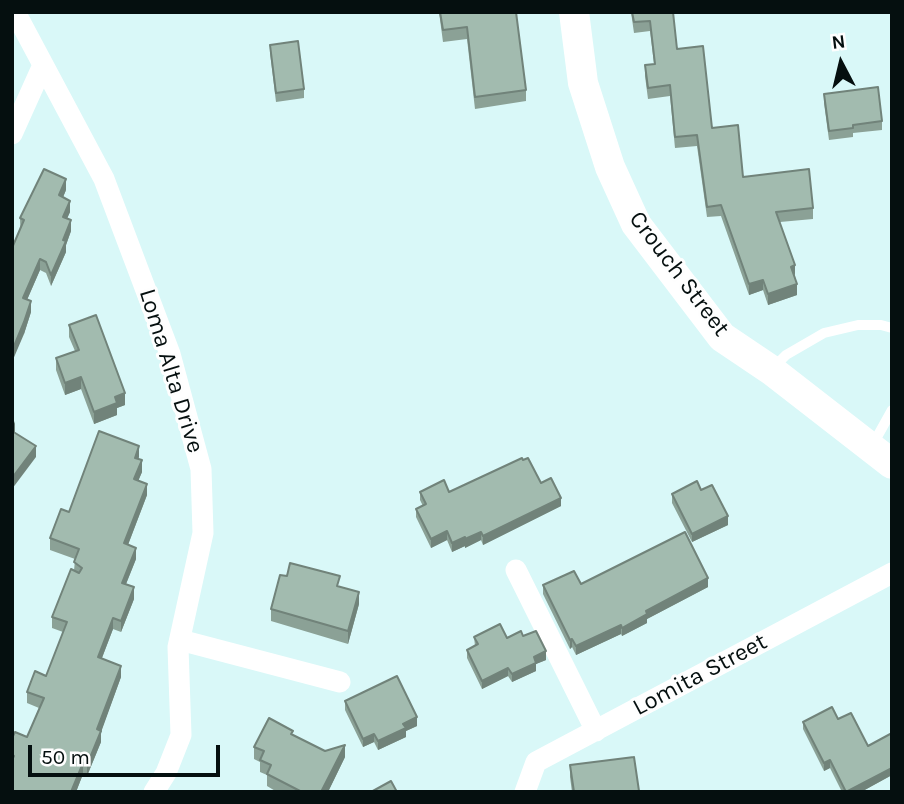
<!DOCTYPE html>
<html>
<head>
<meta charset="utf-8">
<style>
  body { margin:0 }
  #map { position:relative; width:904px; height:804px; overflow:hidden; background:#d9f8f8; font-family:Karla,sans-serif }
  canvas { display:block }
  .frame { position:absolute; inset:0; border:14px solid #050f0f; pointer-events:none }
  .north { position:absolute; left:806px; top:28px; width:70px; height:70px; -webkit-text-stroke:5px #fefefe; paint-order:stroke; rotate:353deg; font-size:19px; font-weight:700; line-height:28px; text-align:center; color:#050f0f }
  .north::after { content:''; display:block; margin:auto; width:24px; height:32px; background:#050f0f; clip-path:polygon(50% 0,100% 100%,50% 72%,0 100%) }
  .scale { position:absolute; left:28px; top:745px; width:192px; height:32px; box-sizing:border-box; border:4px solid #050f0f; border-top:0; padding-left:9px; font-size:21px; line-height:24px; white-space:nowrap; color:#050f0f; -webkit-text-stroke:5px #fefefe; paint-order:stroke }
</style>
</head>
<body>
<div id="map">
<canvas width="904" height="804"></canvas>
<div class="frame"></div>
<div class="north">N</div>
<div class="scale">50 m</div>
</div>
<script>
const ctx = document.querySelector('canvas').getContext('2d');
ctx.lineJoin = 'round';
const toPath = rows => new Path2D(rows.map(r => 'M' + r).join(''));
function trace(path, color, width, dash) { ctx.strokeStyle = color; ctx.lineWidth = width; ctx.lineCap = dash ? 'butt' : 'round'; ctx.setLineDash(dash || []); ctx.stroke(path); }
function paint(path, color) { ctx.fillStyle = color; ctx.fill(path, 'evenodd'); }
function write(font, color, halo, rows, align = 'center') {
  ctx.font = font + ' Karla,sans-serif'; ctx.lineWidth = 6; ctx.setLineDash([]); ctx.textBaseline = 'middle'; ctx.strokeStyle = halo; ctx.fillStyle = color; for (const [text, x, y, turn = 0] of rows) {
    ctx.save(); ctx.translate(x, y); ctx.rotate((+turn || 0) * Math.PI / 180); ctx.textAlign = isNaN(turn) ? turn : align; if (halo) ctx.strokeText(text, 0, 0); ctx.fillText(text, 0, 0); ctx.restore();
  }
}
const lane = toPath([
  [771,370,786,355,824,333,858,325,881,325,892,328],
  [872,446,892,410]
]);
const street = toPath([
  [15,12,104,179,170,354,201,469,203,533,178,647,181,735,166,773,154,792],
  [12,134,43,65],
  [516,570,596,731],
  [180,640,340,682],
  [525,792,536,762,892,573]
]);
const secondary = toPath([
  [574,12,583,83,610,167,636,224,722,337,771,370,892,464]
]);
const wall = toPath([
  [439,12,516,12,526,90,526,101,475,109,467,39,443,42],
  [631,12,673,12,677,49,712,128,743,177,813,208,813,219,780,222,795,276,797,295,768,305,763,290,749,295,721,216,707,217,697,146,675,148,670,96,648,99,645,76,645,65,654,64,650,31,634,33],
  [270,45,304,89,304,98,276,102,270,53],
  [824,94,882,121,882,130,853,133,853,137,829,140,824,103],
  [66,190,63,197,70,212,67,218,71,231,66,245,66,252,51,286,46,273,40,270,27,300,31,312,24,334,20,218],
  [69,325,125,405,117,408,117,415,94,424,81,389,65,395,56,370,56,358,75,351,69,337],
  [139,457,138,459,142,472,138,481,147,495,128,545,136,559,126,584,134,599,121,632,113,629,102,658,121,677,101,731,101,742,87,776,83,774,76,792,12,792,12,738,27,737,39,708,27,703,27,692,46,676,63,632,52,628,52,617,74,571,75,559,50,550,50,538,69,512],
  [541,483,561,506,483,545,481,540,465,548,465,546,452,552,447,540,431,548,416,517,416,509,423,506,420,500,420,492,449,492],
  [701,490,728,525,692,542,672,503,672,494],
  [581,584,708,587,647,619,647,623,622,636,621,634,576,655,572,647,570,649,543,594,543,585],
  [340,587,359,604,348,644,271,621,271,609],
  [523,636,546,660,536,664,536,671,512,682,508,676,482,689,467,658,467,650,475,646,474,637,507,638],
  [345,701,417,726,406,731,406,737,378,750,374,742,363,747,345,710],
  [838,719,868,746,892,733,892,775,861,792,842,792,830,768,824,771,803,729,803,722],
  [293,735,325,751,345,757,328,792,277,792,267,786,267,775,260,772,260,762,254,759,254,747],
  [634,757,639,792,572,792,570,777,570,765]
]);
const shadedWall = toPath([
  [66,179,66,190,59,207,59,195],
  [70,201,70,212,63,228,63,217],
  [71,220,71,231,66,245,66,252,51,286,51,275,63,240],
  [40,259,40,270,23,309,23,298],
  [795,265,795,276,791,267],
  [763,280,763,290,749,295,749,284],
  [797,284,797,295,768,305,768,294],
  [31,301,31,312,24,334,12,362,12,351],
  [81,377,81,389,65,395,65,383],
  [125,393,125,405,117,408,117,415,94,424,94,412,115,397],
  [15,421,15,432,12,440,12,429],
  [36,446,36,457,12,489,12,478],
  [139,446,139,457,135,469,135,458],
  [142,460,142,472,134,491,134,479],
  [147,484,147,495,124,555,124,543],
  [561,498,561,506,483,545,483,536],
  [728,516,728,525,692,542,692,534],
  [447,531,447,540,431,548,431,539],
  [481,532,481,540,465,548,465,539],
  [465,537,465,546,452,552,452,543],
  [136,548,136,559,122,594,122,583],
  [708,578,708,587,647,619,647,623,622,636,622,628,646,611],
  [134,587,134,599,121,632,121,621],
  [359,592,359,604,348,644,348,631],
  [113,618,113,629,98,668,98,657],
  [621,625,621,634,576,655,576,646],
  [572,639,572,647,570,649,570,640],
  [546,651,546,660,536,664,536,671,512,682,512,674,534,657],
  [121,666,121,677,99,738,101,731,101,742,87,776,87,765,97,729],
  [508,668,508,676,482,689,482,681],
  [417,717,417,726,406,731,406,737,378,750,378,741,403,724],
  [374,734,374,742,363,747,363,739],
  [345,745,345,757,328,792,321,792],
  [830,760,830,768,824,771,824,763],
  [83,763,83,774,76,792,71,792],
  [892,768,892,775,861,792,846,792]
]);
const building = toPath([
  [440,12,516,12,526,90,475,97,467,27,443,30,440,12],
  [632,12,673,12,677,49,703,46,712,128,738,125,743,177,809,169,813,208,776,212,795,265,791,267,797,284,768,294,763,280,749,284,721,205,707,207,697,135,675,137,670,85,648,88,645,65,655,64,650,21,634,22,632,12],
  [298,41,304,89,276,93,270,45,298,41],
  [878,87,882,121,853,125,853,128,829,131,824,94,878,87],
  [44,169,66,179,59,195,70,201,63,217,71,220,63,240,66,241,51,275,46,262,40,259,23,298,31,301,24,322,12,351,12,248,24,220,20,218,44,169],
  [96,315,125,393,115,397,117,403,94,412,81,377,65,383,56,358,79,350,69,325,96,315],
  [12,431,36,446,12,478,12,431],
  [99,431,139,446,135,458,142,460,134,479,147,484,124,543,136,548,122,583,134,587,121,621,113,618,98,657,121,666,97,729,101,731,87,765,83,763,71,792,12,792,12,760,14,756,12,755,12,738,15,732,27,737,44,698,27,692,35,671,46,676,67,622,52,617,71,569,79,573,82,568,74,562,79,549,50,538,61,509,69,512,99,431],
  [522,458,523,460,528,458,541,483,551,478,561,498,483,536,481,532,465,539,465,537,452,543,447,531,431,539,416,509,426,504,420,492,444,480,449,492,522,458],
  [697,481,701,490,712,485,728,516,692,534,672,494,697,481],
  [685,532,708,578,646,611,647,614,622,628,621,625,576,646,572,639,570,640,543,585,574,571,581,584,685,532],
  [290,563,340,576,337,586,359,592,348,631,271,609,280,575,287,576,290,563],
  [500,624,507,638,521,631,523,636,536,631,546,651,534,657,536,663,512,674,508,668,482,681,467,650,478,644,474,637,500,624],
  [397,676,417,717,403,724,406,728,378,741,374,734,363,739,345,701,397,676],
  [832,707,838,719,851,713,868,746,892,733,892,768,846,792,830,760,824,763,803,722,832,707],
  [269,718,293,731,291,734,325,751,345,745,321,792,302,792,267,774,271,765,260,760,264,751,254,747,269,718],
  [634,757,639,791,574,792,570,765,634,757],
  [391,781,397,792,371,792,391,781]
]);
const streetNames = [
  ["Crouch Street",679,274,53],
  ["Loma Alta Drive",171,371,73],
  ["Lomita Street",700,675,-28]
];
trace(lane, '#fff', 10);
trace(street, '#fff', 21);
trace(secondary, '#fff', 30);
paint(wall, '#8ba196');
paint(shadedWall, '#71837a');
paint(building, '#a2bbaf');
trace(building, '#71837a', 2);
write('24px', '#050f0f', '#fefefe', streetNames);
</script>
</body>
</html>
◆ ◆ ◆ ◆
Count of lines that include "canvas" in the records above: write that value only.

3